— DATA IN THIS EXERCISE —
◇ ◇ ◇ ◇
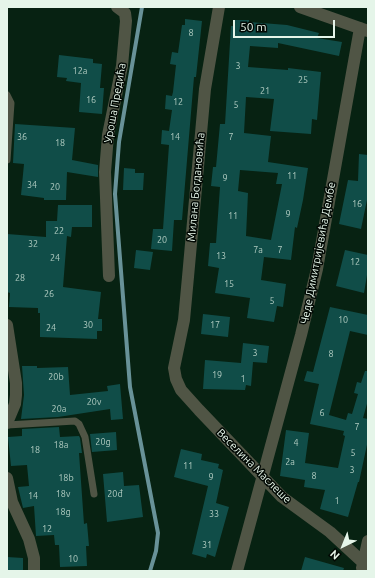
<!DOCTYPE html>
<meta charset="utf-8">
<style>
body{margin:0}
#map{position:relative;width:375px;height:578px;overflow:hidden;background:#072212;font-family:Ubuntu,sans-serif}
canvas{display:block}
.frame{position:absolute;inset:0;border:8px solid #e5f5e9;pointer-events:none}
.north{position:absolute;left:323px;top:526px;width:40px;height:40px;-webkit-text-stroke:3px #020904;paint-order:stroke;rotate:223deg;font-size:11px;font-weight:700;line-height:16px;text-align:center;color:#e5f5e9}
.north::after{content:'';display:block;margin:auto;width:14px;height:18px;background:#e5f5e9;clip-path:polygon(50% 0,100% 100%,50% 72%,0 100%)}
.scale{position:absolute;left:233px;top:20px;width:102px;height:18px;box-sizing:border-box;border:2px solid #e5f5e9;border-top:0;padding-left:5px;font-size:12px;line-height:14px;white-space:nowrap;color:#e5f5e9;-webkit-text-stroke:3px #020904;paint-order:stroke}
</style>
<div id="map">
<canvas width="375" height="578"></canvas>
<div class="frame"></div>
<div class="north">N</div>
<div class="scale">50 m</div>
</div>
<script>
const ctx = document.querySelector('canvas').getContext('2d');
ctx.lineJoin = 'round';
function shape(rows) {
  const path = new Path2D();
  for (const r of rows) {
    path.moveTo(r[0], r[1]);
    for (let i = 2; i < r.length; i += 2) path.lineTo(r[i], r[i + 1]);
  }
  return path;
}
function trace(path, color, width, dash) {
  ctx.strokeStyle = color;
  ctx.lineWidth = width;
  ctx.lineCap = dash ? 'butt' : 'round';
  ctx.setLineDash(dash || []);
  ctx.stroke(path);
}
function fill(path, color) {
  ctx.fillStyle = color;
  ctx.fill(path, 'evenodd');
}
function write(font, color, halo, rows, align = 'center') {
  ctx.font = font + ' Ubuntu,sans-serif';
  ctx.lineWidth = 3;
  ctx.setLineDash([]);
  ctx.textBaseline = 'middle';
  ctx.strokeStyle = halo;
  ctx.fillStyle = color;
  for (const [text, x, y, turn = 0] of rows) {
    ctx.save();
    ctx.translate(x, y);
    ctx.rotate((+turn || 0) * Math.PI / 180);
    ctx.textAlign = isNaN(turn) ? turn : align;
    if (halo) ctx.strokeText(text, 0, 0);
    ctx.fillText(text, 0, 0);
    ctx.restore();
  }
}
trace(shape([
 [142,7,119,142,115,194,130,387,158,533,156,551,150,571]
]), '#689298', 4);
fill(shape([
 [185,19,202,21,196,77,194,77,182,220,174,220,172,251,151,249,153,229,163,229,169,145,161,144,162,130,169,131,172,110,165,109,166,95,172,96,173,92,176,65,170,64,172,52,178,53,182,25,185,25],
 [235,20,249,20,249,22,287,25,319,33,317,38,342,42,339,56,278,43,278,48,250,46,248,67,288,70,288,68,321,72,317,120,312,119,311,134,270,131,274,99,246,97,244,133,271,136,268,162,308,168,303,200,297,228,295,227,291,260,264,257,261,280,286,284,283,307,277,306,274,322,247,318,250,298,215,293,219,268,208,266,210,243,216,243,220,187,211,186,213,167,216,167,220,124,225,124,231,26,235,26],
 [240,170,278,173,276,184,282,184,271,240,246,236,248,193,238,191],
 [59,55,93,59,93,63,102,64,100,88,104,88,102,114,79,112,81,83,66,81,67,78,57,77],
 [15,124,75,128,72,160,98,165,98,177,67,172,66,200,44,200,44,198,21,195,24,164,13,163],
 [359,154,368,155,368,195,361,229,339,224,348,180,358,181],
 [124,168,135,169,135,173,144,173,143,190,123,190],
 [58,205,92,205,92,227,72,227,71,237,67,236,63,287,101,292,98,319,102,319,102,331,97,331,97,339,40,337,40,313,38,313,38,308,9,307,10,293,7,292,7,234,46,237,46,221,57,221],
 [136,250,153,252,150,270,134,268],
 [345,250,368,255,368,269,364,293,336,286],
 [330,307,368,315,368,335,350,331,329,415,346,420,348,413,352,414,358,394,354,393,357,382,361,383,365,371,368,371,368,400,363,418,368,419,368,440,359,482,358,482,348,517,320,509,325,490,304,487,305,480,280,476,286,430,309,433,305,463,338,468,345,436,343,435,344,431,310,424,319,384,304,381,307,371,313,372],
 [203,314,230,317,228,337,201,334],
 [243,343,269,346,267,363,253,362,251,386,246,385,245,390,203,389,205,360,241,363],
 [22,366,37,366,37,368,68,367,70,395,108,391,107,386,120,384,123,419,111,420,110,409,58,417,21,419,24,395],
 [59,427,60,437,79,436,80,438,82,453,79,453,84,524,87,523,89,546,86,546,87,566,60,567,59,545,55,545,54,535,36,536,34,506,23,508,18,487,29,486,27,465,11,466,8,437,22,436,22,429],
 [116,432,117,450,92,452,90,434],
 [181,449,202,454,201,460,219,464,218,468,223,470,216,503,229,507,215,557,207,554,206,558,192,554,208,486,174,477],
 [123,472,124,486,139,485,143,517,107,522,103,474],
 [7,557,23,558,23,571,7,571],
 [305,557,344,568,343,571,301,571]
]), '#104d48');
trace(shape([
 [7,95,11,103,7,160],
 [7,425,75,421,79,424,85,437,94,494]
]), '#505545', 7);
trace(shape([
 [219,7,205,89,188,277,184,320,174,368,176,379,181,390,199,410,282,497,330,532,368,567],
 [300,7,368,31],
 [109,276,105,172,108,135,122,66,126,21,125,13,117,7],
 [7,325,16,383,16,395,15,404,7,423],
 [7,478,12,502,29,539,34,558,34,571],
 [362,568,368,541],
 [237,571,301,335,317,269,360,28]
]), '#505545', 12);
write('9px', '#b0cbc1', null, [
 ["8",191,33],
 ["3",238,66],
 ["12a",80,71],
 ["25",303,80],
 ["21",265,91],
 ["16",91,100],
 ["12",178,102],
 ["5",236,105],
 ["36",22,137],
 ["14",175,137],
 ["7",231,137],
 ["18",60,143],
 ["11",292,176],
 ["9",225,178],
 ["34",32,185],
 ["20",55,187],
 ["16",357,204],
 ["9",288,214],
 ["11",233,216],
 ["22",59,231],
 ["20",162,240],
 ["32",33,244],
 ["7a",258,250],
 ["7",280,250],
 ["13",221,256],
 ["24",55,258],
 ["12",355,262],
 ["28",20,278],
 ["15",229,284],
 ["26",49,294],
 ["5",272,301],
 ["10",343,320],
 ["30",88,325],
 ["17",215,325],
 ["24",51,328],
 ["3",255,353],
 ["8",331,354],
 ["19",217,375],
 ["20b",56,377],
 ["1",243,379],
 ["20v",94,402],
 ["20a",59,409],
 ["6",322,413],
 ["7",357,427],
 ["20g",103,442],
 ["4",296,443],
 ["18a",61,445],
 ["18",35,450],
 ["5",353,453],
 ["2a",290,462],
 ["11",188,466],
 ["3",352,470],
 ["8",314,476],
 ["9",211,477],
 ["18b",66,478],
 ["18v",63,494],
 ["20đ",115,494],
 ["14",33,496],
 ["1",337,501],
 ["18g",63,512],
 ["33",214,514],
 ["12",47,529],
 ["31",207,545],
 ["10",73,559]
]);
write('11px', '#e5f5e9', '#020904', [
 ["Уроша Предића",115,103,-80],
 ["Милана Богдановића",196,187,-85],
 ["Чеде Димитријевића Дембе",318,253,-79],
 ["Веселина Маслеше",254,466,45]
]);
</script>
◇ ◇ ◇ ◇
— WHAT YOU NEED TO DO —
Starting at the first line of the material, output exactly the lines up to and including the one with "path.moveTo(r[0], r[1]);". Do not include the pictures.

— SOLUTION —
<!DOCTYPE html>
<meta charset="utf-8">
<style>
body{margin:0}
#map{position:relative;width:375px;height:578px;overflow:hidden;background:#072212;font-family:Ubuntu,sans-serif}
canvas{display:block}
.frame{position:absolute;inset:0;border:8px solid #e5f5e9;pointer-events:none}
.north{position:absolute;left:323px;top:526px;width:40px;height:40px;-webkit-text-stroke:3px #020904;paint-order:stroke;rotate:223deg;font-size:11px;font-weight:700;line-height:16px;text-align:center;color:#e5f5e9}
.north::after{content:'';display:block;margin:auto;width:14px;height:18px;background:#e5f5e9;clip-path:polygon(50% 0,100% 100%,50% 72%,0 100%)}
.scale{position:absolute;left:233px;top:20px;width:102px;height:18px;box-sizing:border-box;border:2px solid #e5f5e9;border-top:0;padding-left:5px;font-size:12px;line-height:14px;white-space:nowrap;color:#e5f5e9;-webkit-text-stroke:3px #020904;paint-order:stroke}
</style>
<div id="map">
<canvas width="375" height="578"></canvas>
<div class="frame"></div>
<div class="north">N</div>
<div class="scale">50 m</div>
</div>
<script>
const ctx = document.querySelector('canvas').getContext('2d');
ctx.lineJoin = 'round';
function shape(rows) {
  const path = new Path2D();
  for (const r of rows) {
    path.moveTo(r[0], r[1]);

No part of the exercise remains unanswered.